All these hypotheses amount to little more than suggestions and just-so stories. They admit that none of them constitute a general law.
While hypotheses about the function of leaf shape are fascinating, they are numerous and cannot be generalized. Focusing on changes in shape common to evolutionary transitions into new environments, plastic responses in model organisms and patterns observed in the paleorecord may help narrow the field of relevant hypotheses to arrive at a more robust understanding of leaf morphology.
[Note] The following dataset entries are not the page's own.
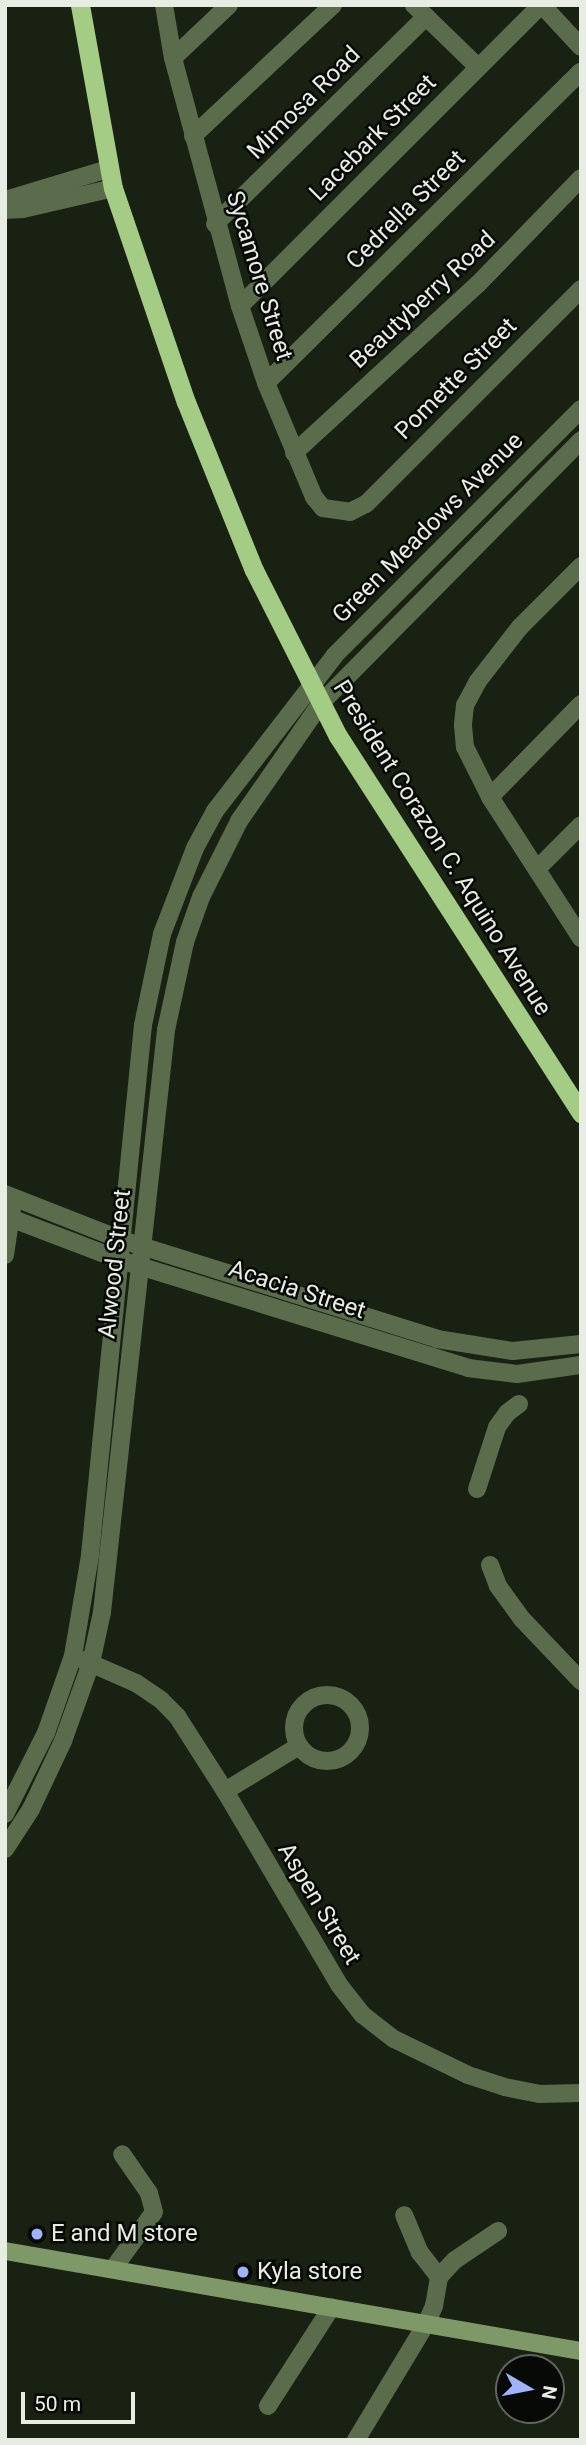 <!DOCTYPE html>
<style>
body{margin:0}
#map{position:relative;width:586px;height:2445px;overflow:hidden;background:#192113;font-family:Roboto,sans-serif}
div>[style]{position:absolute}
.minor>*{height:18px;margin:-9px;padding:0 9px;transform-origin:9px;border-radius:9px;background:#5b6c4d}
.minor>.ring{margin:-9px;padding:0;box-sizing:content-box;background:none;border:18px solid #5b6c4d;border-radius:50%}
.secondary>*{height:18px;margin:-9px;padding:0 9px;transform-origin:9px;border-radius:9px;background:#7e9967}
.trunk>*{height:19px;margin:-9.5px;padding:0 9.5px;transform-origin:9.5px;border-radius:9.5px;background:#a4cc84}
.dots>*{width:19px;height:19px;translate:-50% -50%;box-sizing:border-box;border:4px solid #060905;border-radius:50%}
span{translate:-50% -50%;white-space:nowrap;text-align:center;line-height:1.15;-webkit-text-stroke:5px #060905;paint-order:stroke}
.street-label{font-size:24px;color:#e8ede4}
.poi-label{font-size:24px;color:#e8ede4}
.left{translate:0 -50%;text-align:left}
.frame{position:absolute;inset:0;border:7px solid #e8ede4;pointer-events:none}
.north{position:absolute;left:495px;top:2354px;width:70px;height:70px;box-sizing:border-box;background:#060905;border:2px solid #60645e;border-radius:50%;rotate:100deg;font-size:19px;font-weight:700;line-height:28px;text-align:center;color:#e8ede4}
.north::after{content:'';display:block;margin:auto;width:24px;height:32px;background:#a1b3fd;clip-path:polygon(50% 0,100% 100%,50% 72%,0 100%)}
.scale{position:absolute;left:21px;top:2392px;width:114px;height:32px;box-sizing:border-box;border:4px solid #e8ede4;border-top:0;padding-left:9px;font-size:21px;line-height:24px;white-space:nowrap;color:#e8ede4;-webkit-text-stroke:5px #060905;paint-order:stroke}
</style>
<div id="map">
<div class="minor">
<div style="left:164px;top:5px;width:54px;rotate:80.4deg"></div>
<div style="left:173px;top:58px;width:257px;rotate:74.9deg"></div>
<div style="left:240px;top:306px;width:81px;rotate:71.3deg"></div>
<div style="left:266px;top:383px;width:124px;rotate:67.2deg"></div>
<div style="left:314px;top:497px;width:14px;rotate:51deg"></div>
<div style="left:323px;top:508px;width:27px;rotate:8deg"></div>
<div style="left:350px;top:512px;width:18px;rotate:-27deg"></div>
<div style="left:366px;top:504px;width:304px;rotate:-45deg"></div>
<div style="left:414px;top:5px;width:89px;rotate:44.1deg"></div>
<div style="left:542px;top:5px;width:57px;rotate:47.1deg"></div>
<div style="left:173px;top:58px;width:77px;rotate:-43.4deg"></div>
<div style="left:193px;top:136px;width:192px;rotate:-43.1deg"></div>
<div style="left:5px;top:200px;width:108px;rotate:-16.8deg"></div>
<div style="left:5px;top:210px;width:18px;rotate:-3deg"></div>
<div style="left:23px;top:209px;width:92px;rotate:-13.1deg"></div>
<div style="left:215px;top:224px;width:296px;rotate:-44.5deg"></div>
<div style="left:240px;top:306px;width:426px;rotate:-45deg"></div>
<div style="left:266px;top:383px;width:443px;rotate:-44.7deg"></div>
<div style="left:294px;top:453px;width:250px;rotate:-42.6deg"></div>
<div style="left:478px;top:284px;width:148px;rotate:-45.8deg"></div>
<div style="left:581px;top:566px;width:86px;rotate:135deg"></div>
<div style="left:520px;top:627px;width:68px;rotate:127.9deg"></div>
<div style="left:478px;top:681px;width:27px;rotate:118deg"></div>
<div style="left:465px;top:705px;width:20px;rotate:96deg"></div>
<div style="left:463px;top:725px;width:22px;rotate:85deg"></div>
<div style="left:465px;top:747px;width:56px;rotate:63.4deg"></div>
<div style="left:490px;top:797px;width:168px;rotate:57.2deg"></div>
<div style="left:490px;top:797px;width:130px;rotate:-45.6deg"></div>
<div style="left:537px;top:869px;width:62px;rotate:-45deg"></div>
<div style="left:5px;top:1194px;width:126px;rotate:21.5deg"></div>
<div style="left:122px;top:1240px;width:330px;rotate:17.4deg"></div>
<div style="left:437px;top:1339px;width:77px;rotate:9deg"></div>
<div style="left:513px;top:1351px;width:68px;rotate:-5.9deg"></div>
<div style="left:5px;top:1216px;width:123px;rotate:20.9deg"></div>
<div style="left:120px;top:1260px;width:364px;rotate:17.2deg"></div>
<div style="left:468px;top:1368px;width:49px;rotate:7deg"></div>
<div style="left:517px;top:1374px;width:65px;rotate:-8deg"></div>
<div style="left:5px;top:1255px;width:48px;rotate:-81.5deg"></div>
<div style="left:477px;top:1489px;width:65px;rotate:-72.1deg"></div>
<div style="left:497px;top:1427px;width:17px;rotate:-54deg"></div>
<div style="left:507px;top:1413px;width:15px;rotate:-37deg"></div>
<div style="left:490px;top:1565px;width:22px;rotate:69deg"></div>
<div style="left:498px;top:1586px;width:41px;rotate:54deg"></div>
<div style="left:522px;top:1619px;width:86px;rotate:46.4deg"></div>
<div style="left:83px;top:1660px;width:58px;rotate:23.5deg"></div>
<div style="left:136px;top:1683px;width:30px;rotate:34deg"></div>
<div style="left:161px;top:1700px;width:23px;rotate:45deg"></div>
<div style="left:177px;top:1716px;width:89px;rotate:57.4deg"></div>
<div style="left:225px;top:1791px;width:226px;rotate:59.5deg"></div>
<div style="left:340px;top:1986px;width:37px;rotate:52deg"></div>
<div style="left:363px;top:2015px;width:39px;rotate:38deg"></div>
<div style="left:394px;top:2039px;width:82px;rotate:25.9deg"></div>
<div style="left:468px;top:2075px;width:38px;rotate:18deg"></div>
<div style="left:504px;top:2087px;width:36px;rotate:11deg"></div>
<div style="left:539px;top:2094px;width:42px;rotate:-1.4deg"></div>
<div class="ring" style="left:294px;top:1695px;width:48px;height:48px"></div>
<div style="left:225px;top:1791px;width:87px;rotate:-31.3deg"></div>
<div style="left:5px;top:1814px;width:91px;rotate:-63.2deg"></div>
<div style="left:46px;top:1733px;width:82px;rotate:-70.7deg"></div>
<div style="left:73px;top:1656px;width:102px;rotate:-80.4deg"></div>
<div style="left:90px;top:1555px;width:533px;rotate:-84.29deg"></div>
<div style="left:143px;top:1025px;width:93px;rotate:-78.2deg"></div>
<div style="left:162px;top:934px;width:92px;rotate:-69deg"></div>
<div style="left:195px;top:848px;width:42px;rotate:-61.6deg"></div>
<div style="left:215px;top:811px;width:197px;rotate:-52.4deg"></div>
<div style="left:335px;top:655px;width:348px;rotate:-45deg"></div>
<div style="left:5px;top:1849px;width:48px;rotate:-57deg"></div>
<div style="left:31px;top:1809px;width:75px;rotate:-64.8deg"></div>
<div style="left:63px;top:1741px;width:83px;rotate:-70.3deg"></div>
<div style="left:91px;top:1663px;width:52px;rotate:-77.8deg"></div>
<div style="left:102px;top:1612px;width:586px;rotate:-83.72deg"></div>
<div style="left:166px;top:1030px;width:90px;rotate:-77.8deg"></div>
<div style="left:185px;top:942px;width:48px;rotate:-70.4deg"></div>
<div style="left:201px;top:897px;width:85px;rotate:-63.4deg"></div>
<div style="left:239px;top:821px;width:144px;rotate:-55.2deg"></div>
<div style="left:321px;top:703px;width:370px;rotate:-45.3deg"></div>
<div style="left:113px;top:2269px;width:70px;rotate:-54.3deg"></div>
<div style="left:154px;top:2212px;width:20px;rotate:-105deg"></div>
<div style="left:149px;top:2193px;width:47px;rotate:-124.7deg"></div>
<div style="left:439px;top:2277px;width:23px;rotate:-47deg"></div>
<div style="left:455px;top:2260px;width:52px;rotate:-34deg"></div>
<div style="left:268px;top:2406px;width:117px;rotate:-57.3deg"></div>
<div style="left:356px;top:2440px;width:135px;rotate:-58.9deg"></div>
<div style="left:426px;top:2324px;width:20px;rotate:-66deg"></div>
<div style="left:434px;top:2306px;width:29px;rotate:-80deg"></div>
<div style="left:439px;top:2277px;width:31px;rotate:-128deg"></div>
<div style="left:420px;top:2253px;width:41px;rotate:-112.8deg"></div>
</div>
<div class="secondary">
<div style="left:5px;top:2251px;width:585px;rotate:9.85deg"></div>
</div>
<div class="trunk">
<div style="left:80px;top:5px;width:186px;rotate:79.8deg"></div>
<div style="left:113px;top:188px;width:226px;rotate:71.2deg"></div>
<div style="left:186px;top:402px;width:181px;rotate:68deg"></div>
<div style="left:254px;top:570px;width:186px;rotate:63.2deg"></div>
<div style="left:338px;top:736px;width:449px;rotate:57.2deg"></div>
</div>
<div class="dots">
<div style="left:37px;top:2234px;background:#a1b3fd"></div>
<div style="left:243px;top:2272px;background:#a1b3fd"></div>
</div>
<div class="street-label">
<span style="left:304px;top:103px;rotate:-45deg">Mimosa Road</span>
<span style="left:373px;top:138px;rotate:-45deg">Lacebark Street</span>
<span style="left:406px;top:210px;rotate:-45deg">Cedrella Street</span>
<span style="left:259px;top:276px;rotate:73deg">Sycamore Street</span>
<span style="left:423px;top:300px;rotate:-43deg">Beautyberry Road</span>
<span style="left:456px;top:379px;rotate:-45deg">Pomette Street</span>
<span style="left:428px;top:528px;rotate:-45deg">Green Meadows Avenue</span>
<span style="left:442px;top:848px;rotate:58deg">President Corazon C. Aquino Avenue</span>
<span style="left:115px;top:1264px;rotate:-84deg">Alwood Street</span>
<span style="left:297px;top:1290px;rotate:18deg">Acacia Street</span>
<span style="left:319px;top:1904px;rotate:59deg">Aspen Street</span>
</div>
<div class="poi-label">
<span class="left" style="left:51px;top:2234px">E and M store</span>
<span class="left" style="left:257px;top:2272px">Kyla store</span>
</div>
<div class="frame"></div>
<div class="north">N</div>
<div class="scale">50 m</div>
</div>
We ain't there yet, in other words. They leave the problem of leaf shape virtually unexplained, despite the fact that "Integrating natural variation in leaf shape with molecular pathways has always been a central goal of evolutionary developmental biology."
How much time to the Darwinians get? They've been thinking about this problem for 157 years at least. Must a functionalist story be served up, no matter how fraught with anomalies? Think again about the diversity in a forest, all these leaf shapes coexisting in the same environment. Where is a general law that would make them all trend toward the same shape? There is none. The diversity is still spectacular.
Denton's book is filled with other examples. "It's OK if it's just a maple leaf," he says in the video:
You can perhaps pass over the maple leaf, but if non-adaptive order, like the maple leaf, permeates the biological world, and if a lot of the taxa-defining novelties seem to be non-adaptive, you now have a nightmarish scenario when the fundamental assumption of Darwinism is that all these novelties in nature are adaptive suddenly looks very insecure.
Intelligence is a cause that can make things beautiful and diverse. After 157 years, its explanatory robustness is doing a much better job than fruitless attempts to seek "tantalizing glimpses into hypotheses" in a search for "possible functions" in the adaptationist program.